#### What to produce:
Please give back only the lines below from the one containing "filter:drop-shadow(1px 0 #d4d5d6)" to the one containing "position:absolute; left:12px; top:905px;", each repeated word for word, both ends included.
Top of Data section
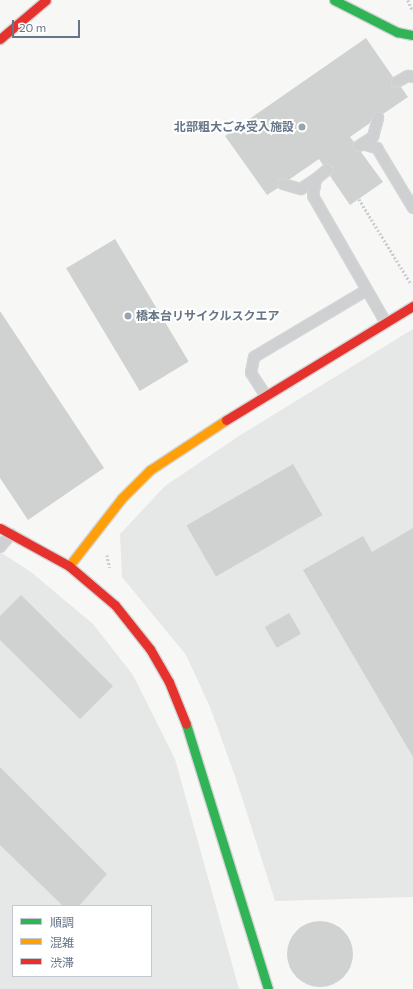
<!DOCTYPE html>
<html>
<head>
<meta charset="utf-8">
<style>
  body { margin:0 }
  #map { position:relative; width:413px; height:989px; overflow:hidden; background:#f7f7f6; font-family:Commissioner,"Noto Sans JP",sans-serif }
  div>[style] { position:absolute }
  .built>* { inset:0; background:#e6e7e7 }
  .building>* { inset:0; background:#d0d2d2; transform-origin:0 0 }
  .round { border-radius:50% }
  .path>* { height:2.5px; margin-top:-1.25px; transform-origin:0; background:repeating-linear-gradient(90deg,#cccdce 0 2px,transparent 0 4px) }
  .roads { filter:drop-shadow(1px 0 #d4d5d6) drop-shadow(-1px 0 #d4d5d6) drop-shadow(0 1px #d4d5d6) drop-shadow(0 -1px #d4d5d6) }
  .lane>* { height:10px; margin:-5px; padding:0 5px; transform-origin:5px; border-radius:5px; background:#cfd0d1 }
  .fast>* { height:9px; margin:-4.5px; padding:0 4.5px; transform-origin:4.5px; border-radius:4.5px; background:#30b455 }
  .slow>* { height:9px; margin:-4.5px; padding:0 4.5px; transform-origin:4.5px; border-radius:4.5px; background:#ff9f0a }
  .jam>* { height:9px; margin:-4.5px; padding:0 4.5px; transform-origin:4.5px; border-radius:4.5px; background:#e5322d }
  .dots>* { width:11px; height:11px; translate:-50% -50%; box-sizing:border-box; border:2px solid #fff; border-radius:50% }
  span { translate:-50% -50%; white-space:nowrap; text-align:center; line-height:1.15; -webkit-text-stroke:4px #fff; paint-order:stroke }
  .poi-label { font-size:12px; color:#667687; font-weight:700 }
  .right { translate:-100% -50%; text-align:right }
  .left { translate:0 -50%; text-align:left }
  .legend { position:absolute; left:12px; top:905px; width:140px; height:72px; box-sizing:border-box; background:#fff; border:1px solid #c2c8cf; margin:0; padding:5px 7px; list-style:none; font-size:12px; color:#667687 }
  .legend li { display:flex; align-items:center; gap:8px; height:20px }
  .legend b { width:20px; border:1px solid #c2c8cf }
  .scale { position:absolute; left:12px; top:20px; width:68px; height:18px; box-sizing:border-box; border:2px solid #667687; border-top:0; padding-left:5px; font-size:12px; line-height:14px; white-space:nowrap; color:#667687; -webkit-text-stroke:3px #fff; paint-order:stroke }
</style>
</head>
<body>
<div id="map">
  <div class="built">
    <i style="clip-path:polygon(413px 329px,413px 897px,275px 901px,236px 779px,210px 707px,186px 655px,122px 577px,120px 534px,165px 486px,239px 436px)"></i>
    <i style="clip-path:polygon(evenodd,0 552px,31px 572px,93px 624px,133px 675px,175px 759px,239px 989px,0 989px,0 552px,13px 906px,151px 906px,151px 976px,13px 976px,13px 906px)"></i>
  </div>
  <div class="building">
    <i style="clip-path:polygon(366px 38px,393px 77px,392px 85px,401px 87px,408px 97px,383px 114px,379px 112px,374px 113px,370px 123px,350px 137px,354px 142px,354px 150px,361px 152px,383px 182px,350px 205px,330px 176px,333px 172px,332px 166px,323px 165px,319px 159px,290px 179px,279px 179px,278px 188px,267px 195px,225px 136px)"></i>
    <i style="left:115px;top:239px;width:143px;height:57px;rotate:59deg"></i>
    <i style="clip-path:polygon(0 311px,104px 468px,28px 520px,0 478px)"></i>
    <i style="left:293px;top:464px;width:59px;height:123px;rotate:60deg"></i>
    <i style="clip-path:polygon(413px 528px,413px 757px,303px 570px,363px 536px,372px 552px)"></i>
    <i style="clip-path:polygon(21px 595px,113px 686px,80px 719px,0 640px,0 616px)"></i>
    <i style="left:289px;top:613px;width:24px;height:28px;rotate:60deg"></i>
    <i style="clip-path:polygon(0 767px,107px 874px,79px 906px,63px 906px,0 845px)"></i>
    <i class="round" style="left:287px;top:921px;width:66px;height:66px"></i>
  </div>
  <div class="path">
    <i style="left:408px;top:0;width:12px;rotate:66deg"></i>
    <i style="left:359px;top:199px;width:100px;rotate:58.5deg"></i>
    <i style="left:107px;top:555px;width:13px;rotate:77deg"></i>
  </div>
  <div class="roads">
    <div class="lane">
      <i style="left:397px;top:82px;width:13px;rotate:-29deg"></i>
      <i style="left:408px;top:76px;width:5px;rotate:11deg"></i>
      <i style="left:362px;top:144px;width:16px;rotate:15deg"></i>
      <i style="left:377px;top:148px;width:70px;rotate:59deg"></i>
      <i style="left:359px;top:146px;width:17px;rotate:-33deg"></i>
      <i style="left:373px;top:137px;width:20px;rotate:-75deg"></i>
      <i style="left:327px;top:170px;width:14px;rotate:141deg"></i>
      <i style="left:316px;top:179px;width:17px;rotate:100deg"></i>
      <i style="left:313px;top:196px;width:146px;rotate:60.1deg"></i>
      <i style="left:283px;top:184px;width:19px;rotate:16deg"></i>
      <i style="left:301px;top:189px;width:18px;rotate:-34deg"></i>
      <i style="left:266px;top:396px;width:27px;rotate:-123deg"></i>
      <i style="left:251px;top:373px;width:16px;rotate:-79deg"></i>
      <i style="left:254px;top:357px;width:131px;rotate:-30.7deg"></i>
      <i style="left:0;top:547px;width:17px;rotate:-50deg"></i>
    </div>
    <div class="fast">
      <i style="left:334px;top:0;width:71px;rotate:26.9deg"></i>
      <i style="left:397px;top:32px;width:16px;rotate:11deg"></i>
      <i style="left:186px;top:724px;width:277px;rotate:72.8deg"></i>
    </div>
    <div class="slow">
      <i style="left:69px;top:566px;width:86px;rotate:-52.1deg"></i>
      <i style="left:122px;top:498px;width:40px;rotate:-45deg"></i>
      <i style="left:150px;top:470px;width:91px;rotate:-33.3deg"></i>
    </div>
    <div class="jam">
      <i style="left:0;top:39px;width:60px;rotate:-40.3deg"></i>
      <i style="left:226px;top:420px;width:219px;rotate:-31.4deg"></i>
      <i style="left:0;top:528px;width:79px;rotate:28.8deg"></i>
      <i style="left:69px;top:566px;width:60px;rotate:40.3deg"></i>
      <i style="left:115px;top:605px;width:56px;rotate:51.5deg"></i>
      <i style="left:150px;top:649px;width:38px;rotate:60deg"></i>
      <i style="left:169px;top:682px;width:45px;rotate:68deg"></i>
    </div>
  </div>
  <div class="dots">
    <i style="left:302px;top:127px;background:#99a3ae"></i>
    <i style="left:128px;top:316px;background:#99a3ae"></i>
  </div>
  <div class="poi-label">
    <span class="right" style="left:294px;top:127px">北部粗大ごみ受入施設</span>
    <span class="left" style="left:136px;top:316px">橋本台リサイクルスクエア</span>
  </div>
  <ul class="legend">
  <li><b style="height:5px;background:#30b455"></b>順調</li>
  <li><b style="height:5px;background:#ff9f0a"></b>混雑</li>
  <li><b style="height:5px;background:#e5322d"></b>渋滞</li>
  </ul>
  <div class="scale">20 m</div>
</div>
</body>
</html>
Bottom of Data section
#### Answer below:
  .roads { filter:drop-shadow(1px 0 #d4d5d6) drop-shadow(-1px 0 #d4d5d6) drop-shadow(0 1px #d4d5d6) drop-shadow(0 -1px #d4d5d6) }
  .lane>* { height:10px; margin:-5px; padding:0 5px; transform-origin:5px; border-radius:5px; background:#cfd0d1 }
  .fast>* { height:9px; margin:-4.5px; padding:0 4.5px; transform-origin:4.5px; border-radius:4.5px; background:#30b455 }
  .slow>* { height:9px; margin:-4.5px; padding:0 4.5px; transform-origin:4.5px; border-radius:4.5px; background:#ff9f0a }
  .jam>* { height:9px; margin:-4.5px; padding:0 4.5px; transform-origin:4.5px; border-radius:4.5px; background:#e5322d }
  .dots>* { width:11px; height:11px; translate:-50% -50%; box-sizing:border-box; border:2px solid #fff; border-radius:50% }
  span { translate:-50% -50%; white-space:nowrap; text-align:center; line-height:1.15; -webkit-text-stroke:4px #fff; paint-order:stroke }
  .poi-label { font-size:12px; color:#667687; font-weight:700 }
  .right { translate:-100% -50%; text-align:right }
  .left { translate:0 -50%; text-align:left }
  .legend { position:absolute; left:12px; top:905px; width:140px; height:72px; box-sizing:border-box; background:#fff; border:1px solid #c2c8cf; margin:0; padding:5px 7px; list-style:none; font-size:12px; color:#667687 }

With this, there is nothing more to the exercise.